There’s more to be concerned about than just the things you can easily see.
Walking around in Caversham lately (2022-23), you can’t help but see all the disruption going on – ‘ultrafast’ broadband and Thames Water seem the prime causes.
Let’s leave aside whether all the work is being done well (are leaks fixed effectively; are internet connections actually quicker, etc). Ignoring all those aspects, what also struck me is the collateral damage that comes in the wake of a lot of this work. The driven-over and badly damaged green spaces. The verges left with sand, concrete and tarmac strewn all over them – and this after they’ve been, allegedly, cleared up. Who’s going to be called to account for all this?
People will say there’ll be an equation that has to be worked out between what’s a reasonable level of profit coming out of any work that’s done and what’s an excessive amount. But perhaps that’s a really stupid situation. Perhaps we should all be working to a value system that supports a sustainable future. And if we all want a future, then we need to face the fact that soil, along with water, air and sunlight, is vital to life on earth. And that’s ALL soil. But we – collectively – just don’t value it enough and we don’t pay it enough attention. Make no mistake – soil is everywhere. Every verge and roadside. Every garden whatever the size. In your plant pots and other garden containers. But how often do we think about it … let alone really care about it?
Even just a few millimetres of topsoil (the most productive layer) can take over a hundred years to form naturally. If you trash it by driving a digger over it or dumping rubbish on it you’re doing just that – you’re trashing it. Overly compacted or polluted soil isn’t healthy soil.
And soil isn’t just the easily visible element. There are any number of organisms and micro-organisms in it which are needed by everything – yes, everything – that you can see growing. It’s all interconnected.
And don’t forget that we humans need all aspects of good soil too, and not just for food. From antibiotics to who knows what else – without healthy soil, we all lose out.
But as ever, talk is cheap. It’s not exactly useful to just go on about all this. The focus has to be on what you actually do.
I’ve come to the conclusion that, ultimately, what you do personally to look after the soil is up to you. It’s your choice. After all, you don’t need specialist knowledge to understand that healthy soil is a good thing for everyone. You don’t need to be a genius to work out that we all live in a hugely intricate, interconnected world – and that damaging any part of it, however small, will have knock-ons. And let’s face it, even if you aren’t sure about any of it, it’s easy to find out – without being a specialist.
With none of this being especially difficult, in the end it comes down to what are we are going to actually do. Yes, you and me. Yes, do.
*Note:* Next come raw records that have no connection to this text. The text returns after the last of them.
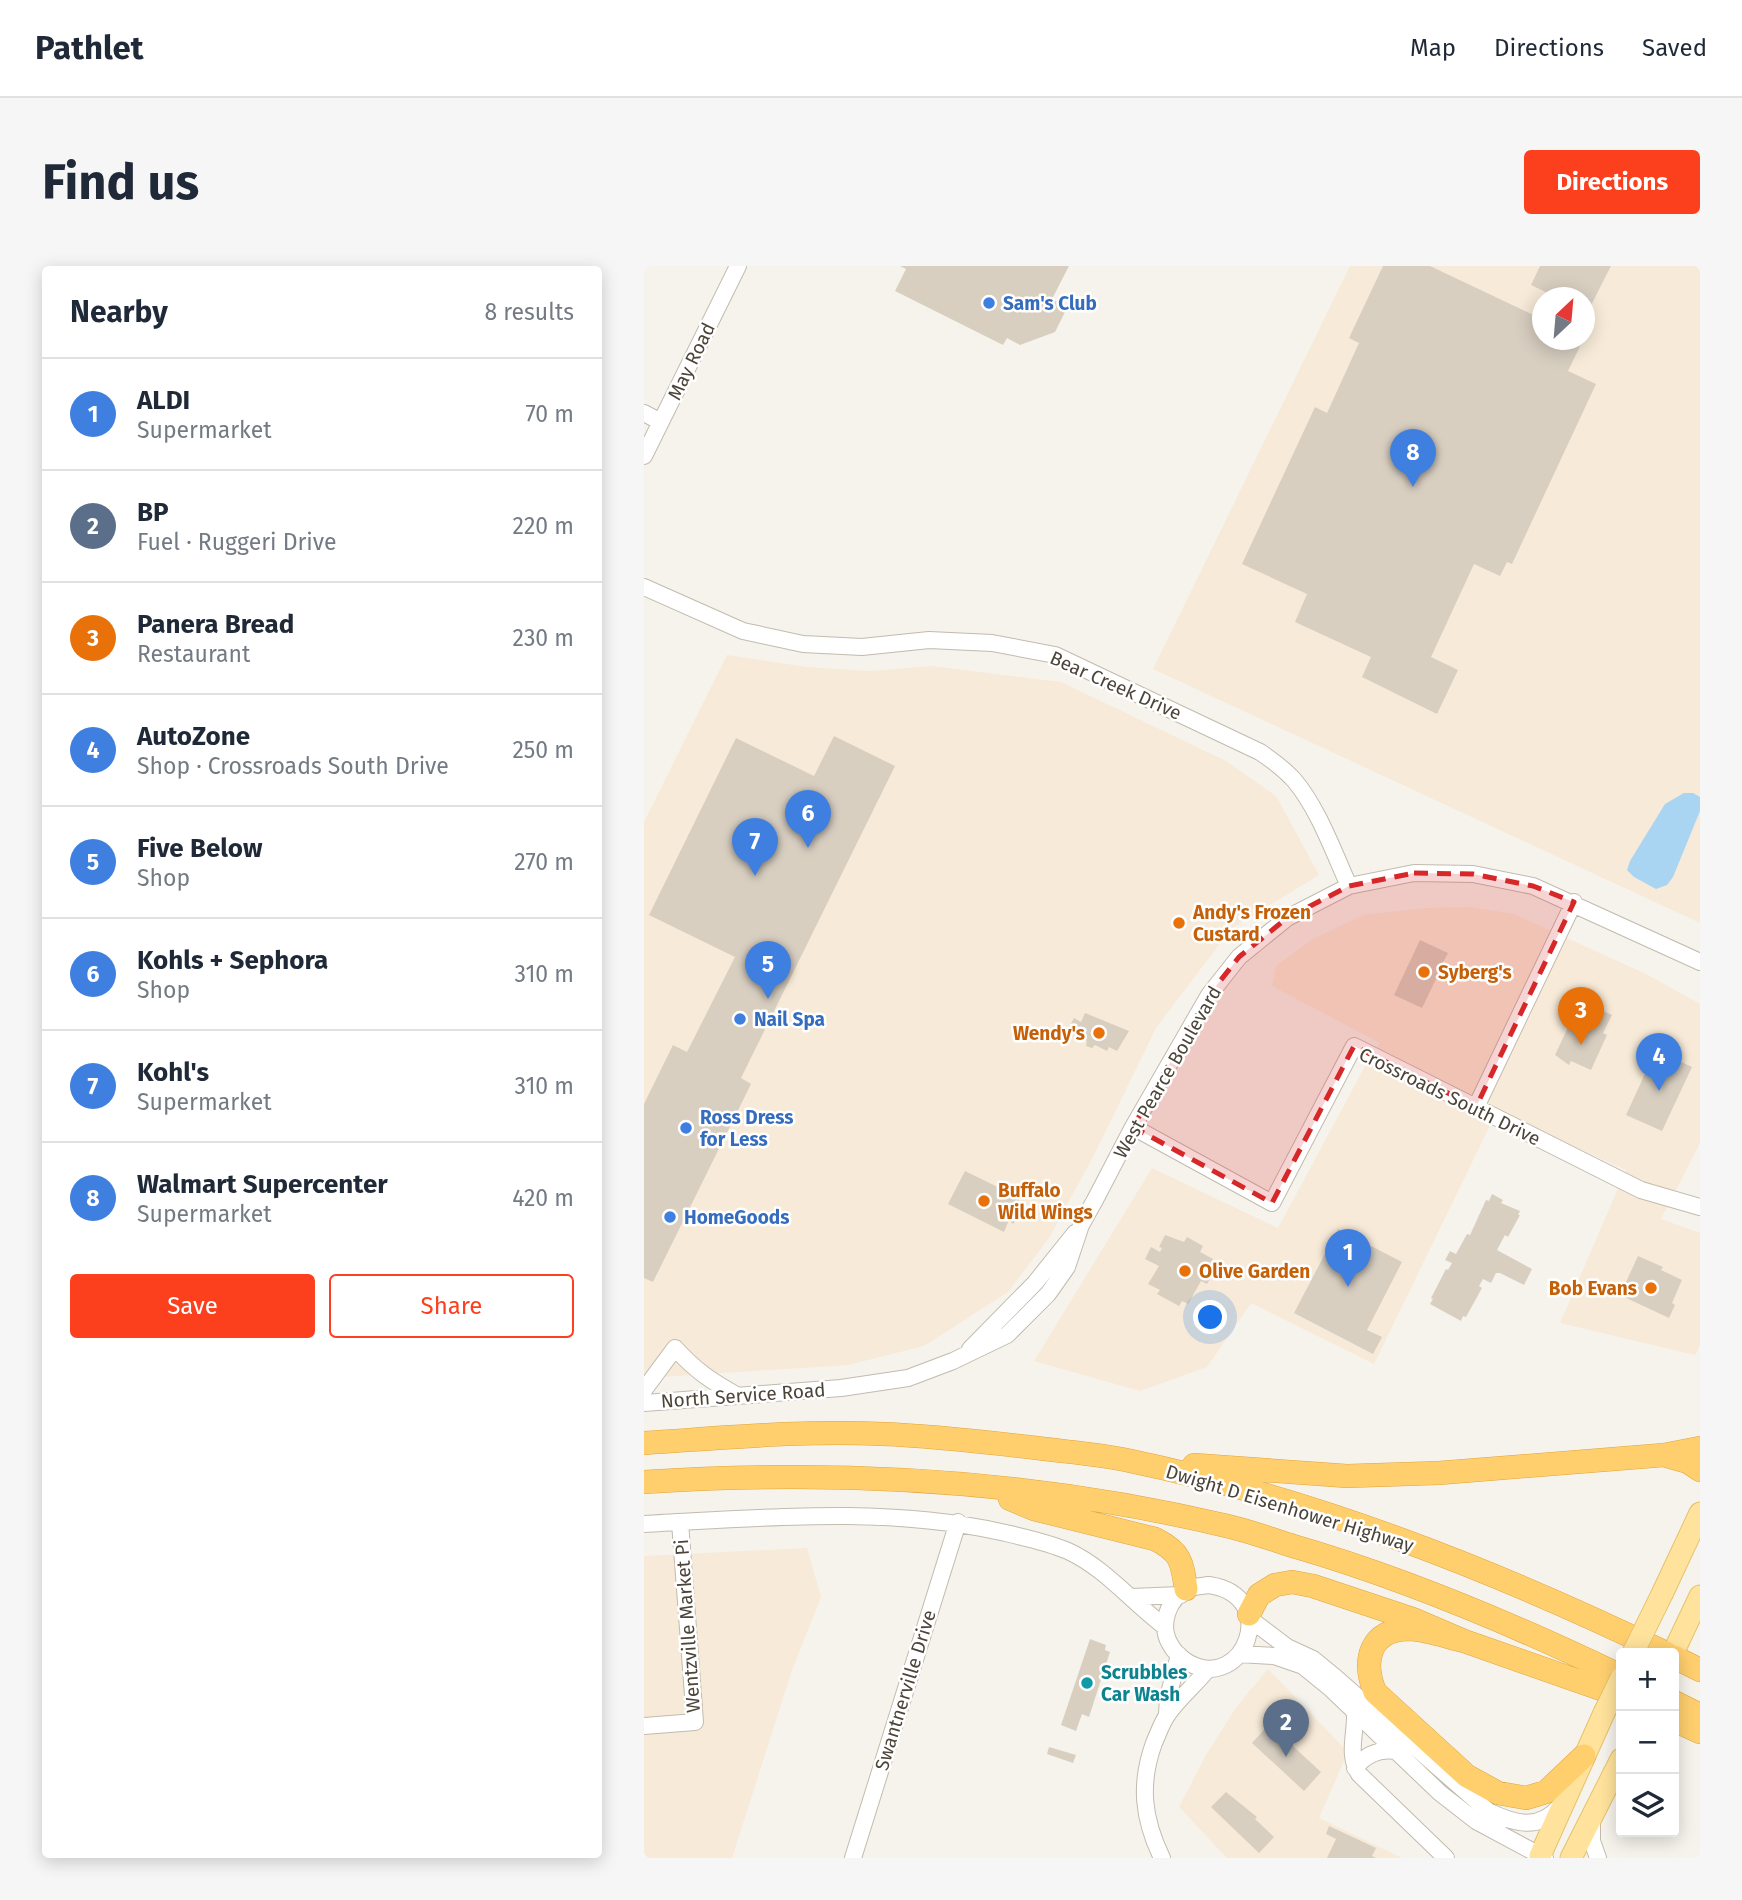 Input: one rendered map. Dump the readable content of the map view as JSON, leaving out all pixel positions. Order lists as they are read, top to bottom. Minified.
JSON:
{"streets":{"highway":["Dwight D Eisenhower Highway"],"street":["May Road","Bear Creek Drive","West Pearce Boulevard","Crossroads South Drive","North Service Road","Wentzville Market Pi","Swantnerville Drive"]},"crossings":[["Bear Creek Drive","West Pearce Boulevard"],["West Pearce Boulevard","Crossroads South Drive"],["West Pearce Boulevard","North Service Road"]],"places":["Sam's Club","Andy's Frozen Custard","Syberg's","Nail Spa","Wendy's","Ross Dress for Less","Buffalo Wild Wings","HomeGoods","Olive Garden","Bob Evans","Scrubbles Car Wash"],"north":"top right","page":{"header":"Pathlet","nav":["Map","Directions","Saved"],"buttons":["Directions",["Save","Share"]],"title":"Find us","heading":["Nearby","8 results"],"list":[{"mark":"1","name":"ALDI","note":"Supermarket","value":"70 m"},{"mark":"2","name":"BP","note":"Fuel · Ruggeri Drive","value":"220 m"},{"mark":"3","name":"Panera Bread","note":"Restaurant","value":"230 m"},{"mark":"4","name":"AutoZone","note":"Shop · Crossroads South Drive","value":"250 m"},{"mark":"5","name":"Five Below","note":"Shop","value":"270 m"},{"mark":"6","name":"Kohls + Sephora","note":"Shop","value":"310 m"},{"mark":"7","name":"Kohl's","note":"Supermarket","value":"310 m"},{"mark":"8","name":"Walmart Supercenter","note":"Supermarket","value":"420 m"}],"pins":["8","6","7","5","3","4","1","2"],"map_buttons":["+","−"]}} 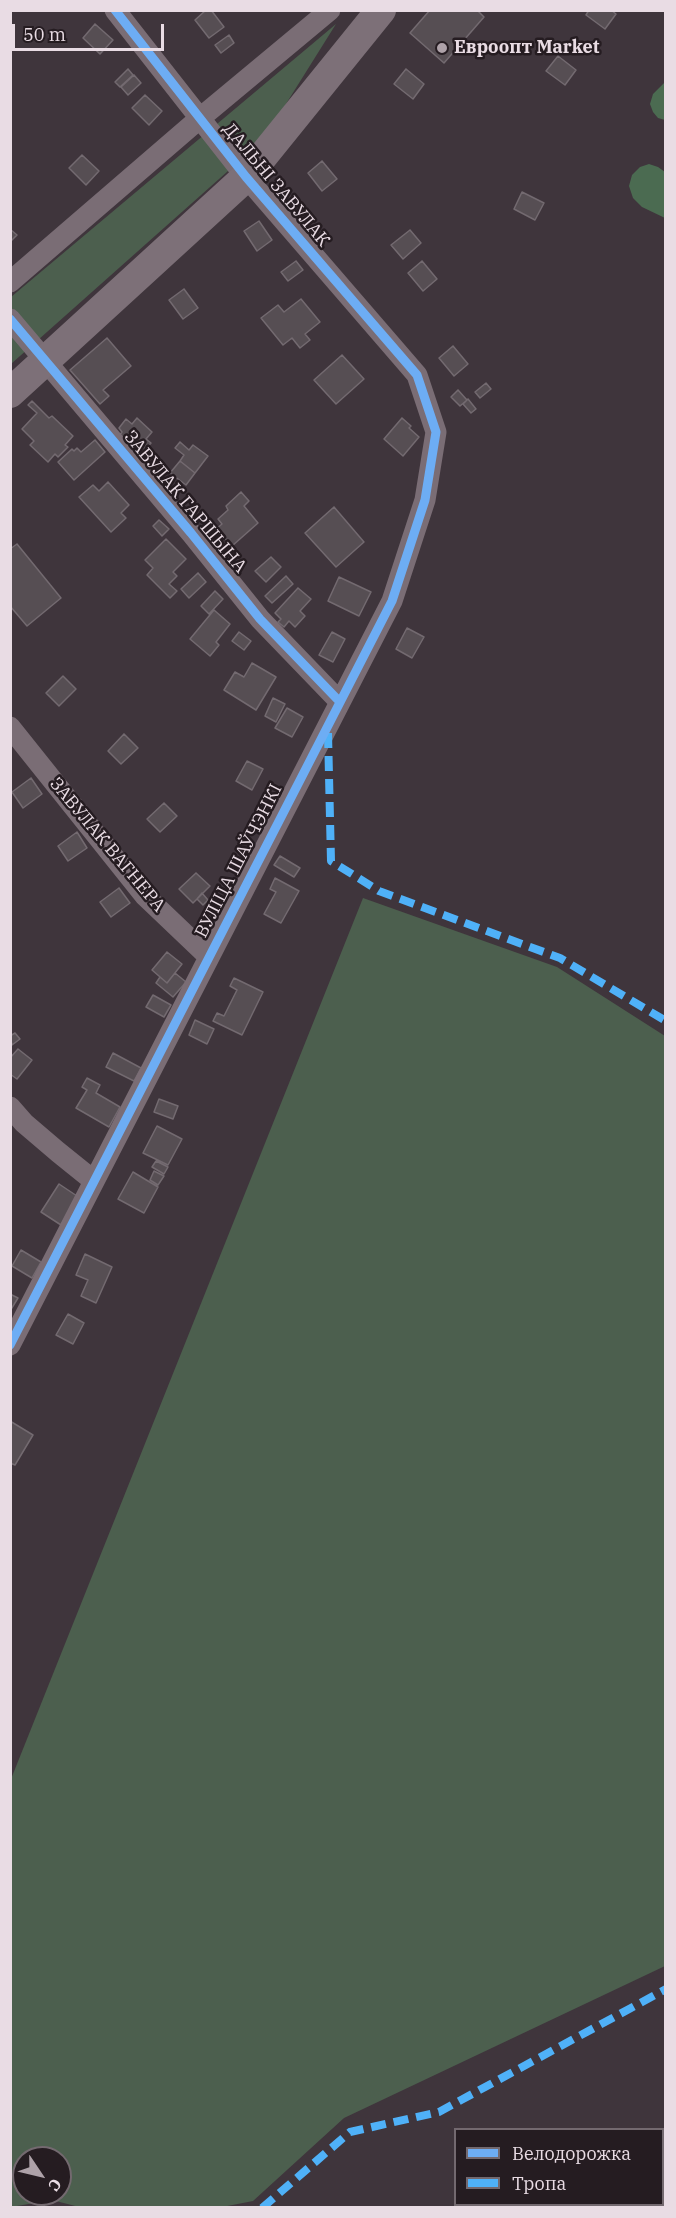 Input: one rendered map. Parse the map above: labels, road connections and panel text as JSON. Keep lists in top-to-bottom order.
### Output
{
  "streets": {
    "street": [
      "ДАЛЬНІ ЗАВУЛАК",
      "ЗАВУЛАК ГАРШЫНА",
      "ЗАВУЛАК ВАГНЕРА",
      "ВУЛІЦА ШАЎЧЭНКІ"
    ]
  },
  "crossings": [
    ["ДАЛЬНІ ЗАВУЛАК", "ВУЛІЦА ШАЎЧЭНКІ"],
    ["ЗАВУЛАК ГАРШЫНА", "ВУЛІЦА ШАЎЧЭНКІ"],
    ["ЗАВУЛАК ВАГНЕРА", "ВУЛІЦА ШАЎЧЭНКІ"]
  ],
  "places": ["Евроопт Market"],
  "legend": ["Велодорожка", "Тропа"],
  "scale_bar": "50 m",
  "north": "bottom right"
} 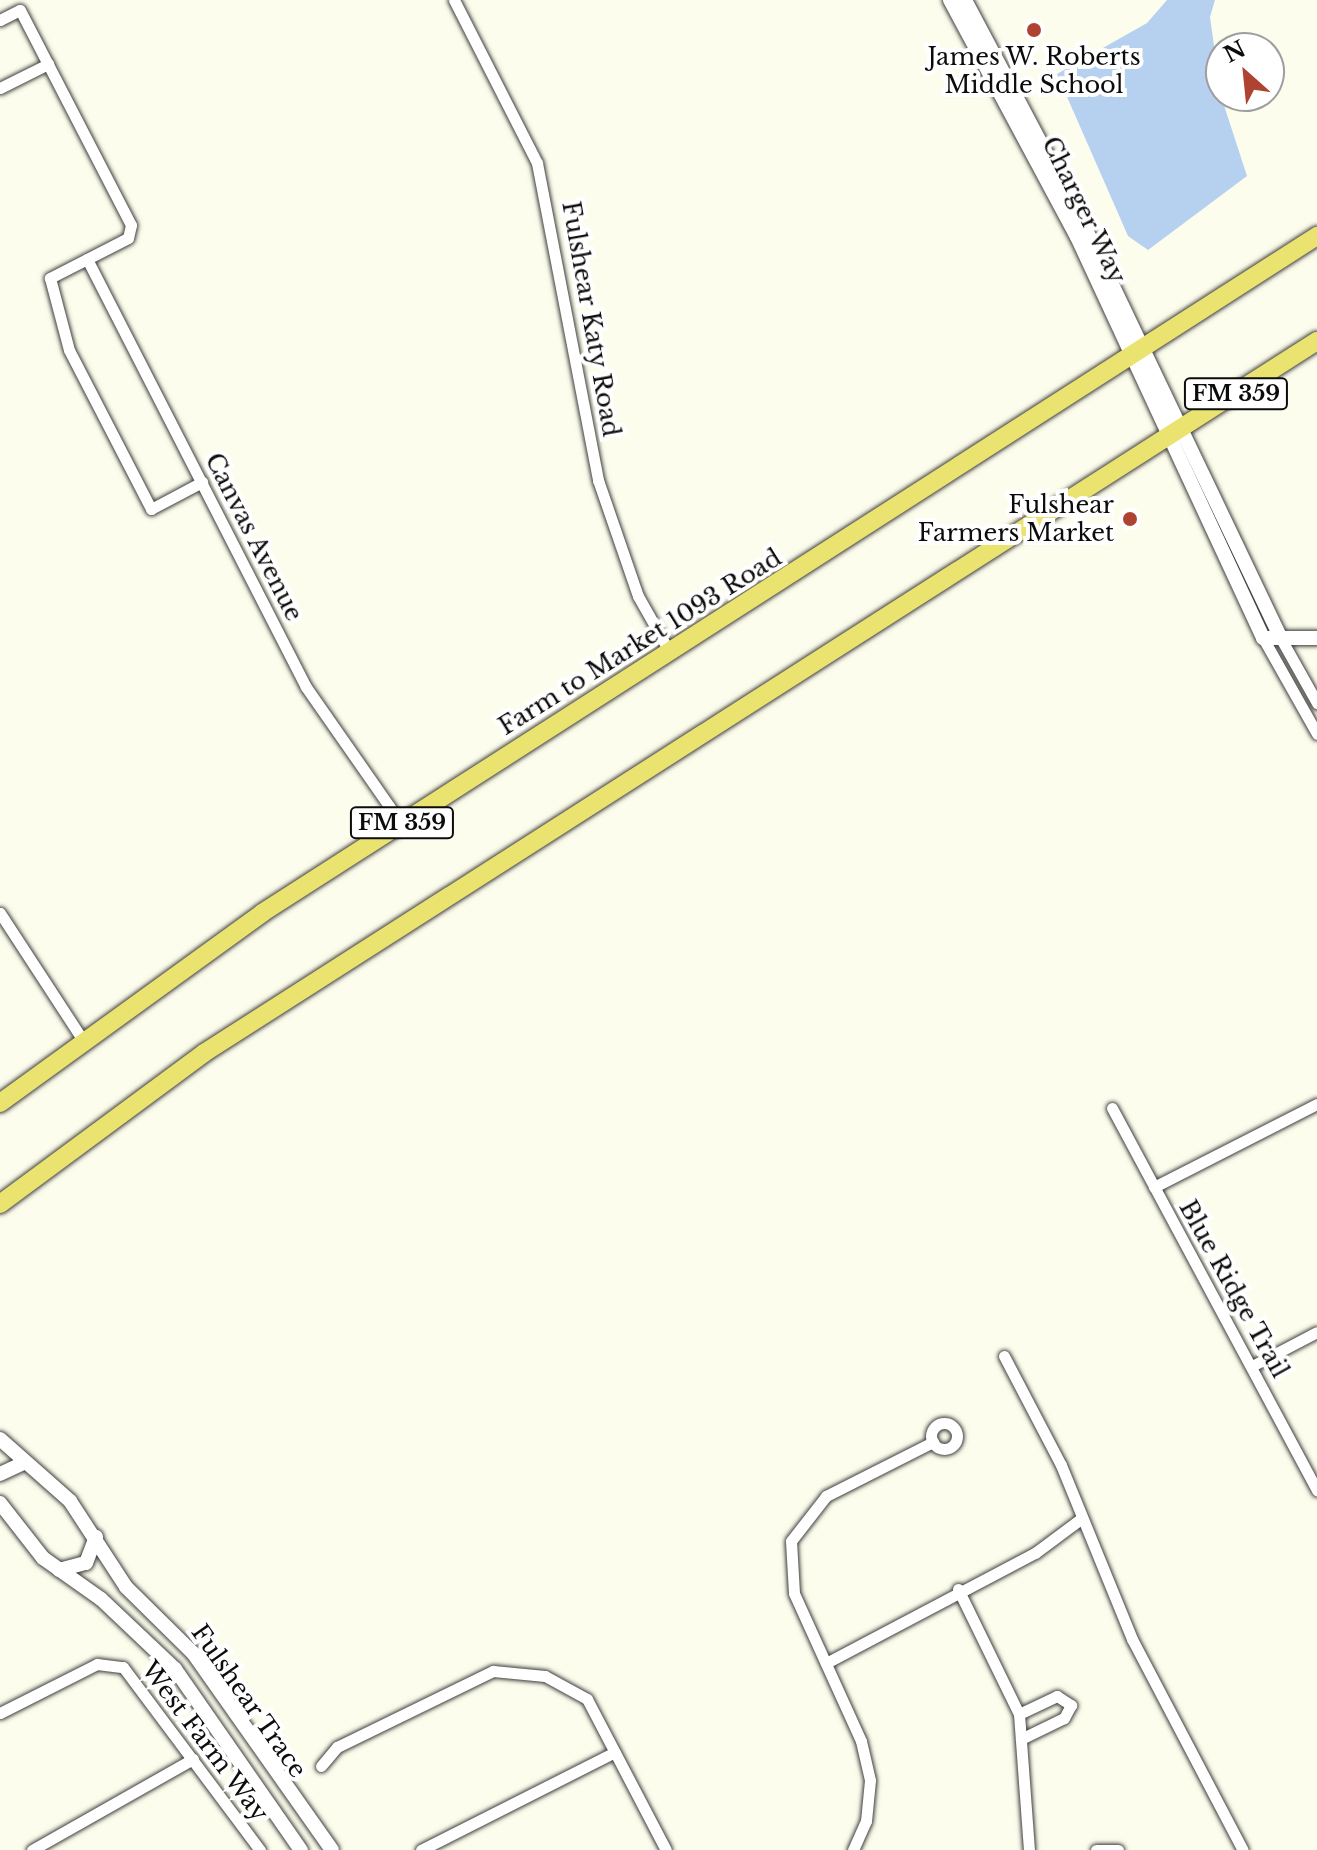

We personally have to decide how much effort we are going to put in to looking after any soil we have any control over or impact on. It comes down to us – and all of us – as individuals. Because all the big things – national trends and policies and whatever else – they all start with individual people. It’s a cop-out to pretend that personal actions don’t make any difference. We might not be able to change the world overnight, but we can help the process along.
So, what can we decide to do?
Looking After What’s Yours
If, like me, you’re ‘in charge’ of some of your own soil – however large or small the amount – at the very least you can be looking into enriching it. Adding garden compost, leaf mould, rotted manure, green manure; there are all sorts of methods.
As I’m not in any way experienced with things gardening, I look for help. There are huge amounts of books and magazines out there. (I must say I’ve found Alan Titchmarsh is good at making things understandable – and his advice is often very affordable.) And there are any number of websites. But perhaps the logical place to start is the Royal Horticultural Society (RHS) site. I’ve found a vast amount of advice there, and it’s free.
Another aspect to gardening I’ll mention is not digging. I’m a fairly lazy gardener and I make no secret of it. This earlier entry about not cutting your grass very often illustrates my attitude to lawns.
And, pleasingly, there’s a ‘no dig’ approach to soil. No, it’s not a case of never digging anything ever again, but it certainly is a far less digging-intensive method. The pioneer on this front seems to be Charles Dowding. His website is here and it includes free advice along with more in-depth resources.
And Looking After What’s Not Yours
Perhaps you are someone who is personally responsible for ‘public soil’ – verges and parks for example, but anywhere else too. I’m thinking of anyone who’s working for a council (not just Reading) or any other public body that has some influence over how soil (of any amount) is treated. And I’m thinking, too, about anyone who has a comparable ability and responsibility but who works for a private company.
And I mean everyone – whatever your role or job title.
Whoever you are, I’d say that exactly the same factors that apply to an individual gardener come into play. All the reasons for properly looking after any soil you are responsible for remain easy to understand and just as relevant. And if anything, it’s going to be likely that the impact your decisions and actions have will be greater than is likely for the typical domestic garden.
Incidentally, if you’re aware of problems with ‘public soil’ but you can’t do anything about it directly then, at the very least, report it. Two simple options are:
And In The End
Thinking about all this, in the end it comes down to our consciences. What we do makes a difference. If we want to, we can all make positive choices – but we have to actively make those choices.
I guess, in the end, it comes down to deciding how well we want to sleep at night.